Bug #20297 a INNER JOIN b RIGHT JOIN c returns excessive rows
Submitted: 6 Jun 2006 16:05 Modified: 20 Jul 2006 13:40
Reporter: Axel Schwenke Email Updates:
Status: Closed Impact on me:
None 
Category:MySQL Server Severity:S1 (Critical)
Version:4.0.27, 4.1.20, 4.1-BK OS:
Assigned to: Timour Katchaounov CPU Architecture:Any

[6 Jun 2006 16:05] Axel Schwenke
Description:
A three way join like 
  SELECT ... FROM t1 INNER JOIN t2 RIGHT JOIN t3 
returns excessive rows with NULL for table t2 but NOT NULL values for table t1.

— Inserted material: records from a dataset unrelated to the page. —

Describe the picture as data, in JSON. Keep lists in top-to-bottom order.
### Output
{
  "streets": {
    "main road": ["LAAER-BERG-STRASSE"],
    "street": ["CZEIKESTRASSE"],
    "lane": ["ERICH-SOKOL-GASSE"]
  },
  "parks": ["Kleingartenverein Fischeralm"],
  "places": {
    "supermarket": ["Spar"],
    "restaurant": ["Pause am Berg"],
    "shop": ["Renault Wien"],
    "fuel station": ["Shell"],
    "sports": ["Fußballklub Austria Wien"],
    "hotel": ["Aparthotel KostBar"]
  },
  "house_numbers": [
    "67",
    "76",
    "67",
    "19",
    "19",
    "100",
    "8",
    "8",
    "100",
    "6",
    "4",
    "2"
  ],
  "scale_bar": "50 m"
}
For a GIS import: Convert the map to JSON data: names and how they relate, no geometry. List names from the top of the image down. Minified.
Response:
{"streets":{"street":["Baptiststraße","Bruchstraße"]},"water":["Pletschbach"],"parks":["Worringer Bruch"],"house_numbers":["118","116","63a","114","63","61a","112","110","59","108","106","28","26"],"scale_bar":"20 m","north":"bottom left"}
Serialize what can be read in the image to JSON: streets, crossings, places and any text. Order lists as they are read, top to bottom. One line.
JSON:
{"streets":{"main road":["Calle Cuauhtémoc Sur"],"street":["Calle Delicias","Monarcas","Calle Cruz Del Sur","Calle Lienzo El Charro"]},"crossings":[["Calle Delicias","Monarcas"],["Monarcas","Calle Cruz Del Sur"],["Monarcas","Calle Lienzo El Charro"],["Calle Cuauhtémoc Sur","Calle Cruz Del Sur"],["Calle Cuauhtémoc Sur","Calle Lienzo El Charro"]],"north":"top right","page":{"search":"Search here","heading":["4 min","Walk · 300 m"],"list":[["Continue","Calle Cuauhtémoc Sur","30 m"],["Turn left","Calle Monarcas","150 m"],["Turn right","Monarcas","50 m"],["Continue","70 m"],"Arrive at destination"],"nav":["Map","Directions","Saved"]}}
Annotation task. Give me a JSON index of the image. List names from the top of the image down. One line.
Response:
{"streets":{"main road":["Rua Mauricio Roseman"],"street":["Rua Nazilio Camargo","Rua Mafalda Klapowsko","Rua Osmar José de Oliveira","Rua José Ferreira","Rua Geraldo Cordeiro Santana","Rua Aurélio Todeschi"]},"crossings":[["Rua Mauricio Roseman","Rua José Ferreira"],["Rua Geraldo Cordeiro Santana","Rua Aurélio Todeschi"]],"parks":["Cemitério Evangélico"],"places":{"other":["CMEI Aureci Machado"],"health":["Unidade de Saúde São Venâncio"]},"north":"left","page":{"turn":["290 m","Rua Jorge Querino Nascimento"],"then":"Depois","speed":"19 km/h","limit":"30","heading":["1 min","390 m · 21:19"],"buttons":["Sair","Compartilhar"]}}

This bug is present in latest 4.0 and 4.1 releases, but not in 5.0.

How to repeat:
pick the associated file "joinbug.sql" and load it in mysql:

mysql> \. joinbug.sql
...
+----+----------+---------+---------+------------+----+--------+
| ID | ParentID | Title   | EventID | Date       | ID | Title  |
+----+----------+---------+---------+------------+----+--------+
|  1 |        1 | Titel 1 |       1 | 2006-06-12 |  1 | Club 1 |
|  2 |        1 | Titel 2 |    NULL | NULL       |  1 | Club 1 |
|  3 |        2 | Titel 3 |    NULL | NULL       |  1 | Club 1 |
|  1 |        1 | Titel 1 |    NULL | NULL       |  2 | Club 2 |
|  2 |        1 | Titel 2 |    NULL | NULL       |  2 | Club 2 |
|  3 |        2 | Titel 3 |    NULL | NULL       |  2 | Club 2 |
|  1 |        1 | Titel 1 |    NULL | NULL       |  3 | Club 3 |
|  2 |        1 | Titel 2 |    NULL | NULL       |  3 | Club 3 |
|  3 |        2 | Titel 3 |    NULL | NULL       |  3 | Club 3 |
+----+----------+---------+---------+------------+----+--------+

the correct result would be:
+------+----------+---------+---------+------------+----+--------+
| ID   | ParentID | Title   | EventID | Date       | ID | Title  |
+------+----------+---------+---------+------------+----+--------+
| 1    | 1        | Titel 1 | 1       | 2006-06-12 | 1  | Club 1 |
| NULL | NULL     |         | NULL    |            | 2  | Club 2 |
| NULL | NULL     |         | NULL    |            | 3  | Club 3 |
+------+----------+---------+---------+------------+----+--------+
[6 Jun 2006 16:07] Axel Schwenke
joinbug.sql

Attachment: joinbug.sql (application/octet-stream, text), 2.89 KiB.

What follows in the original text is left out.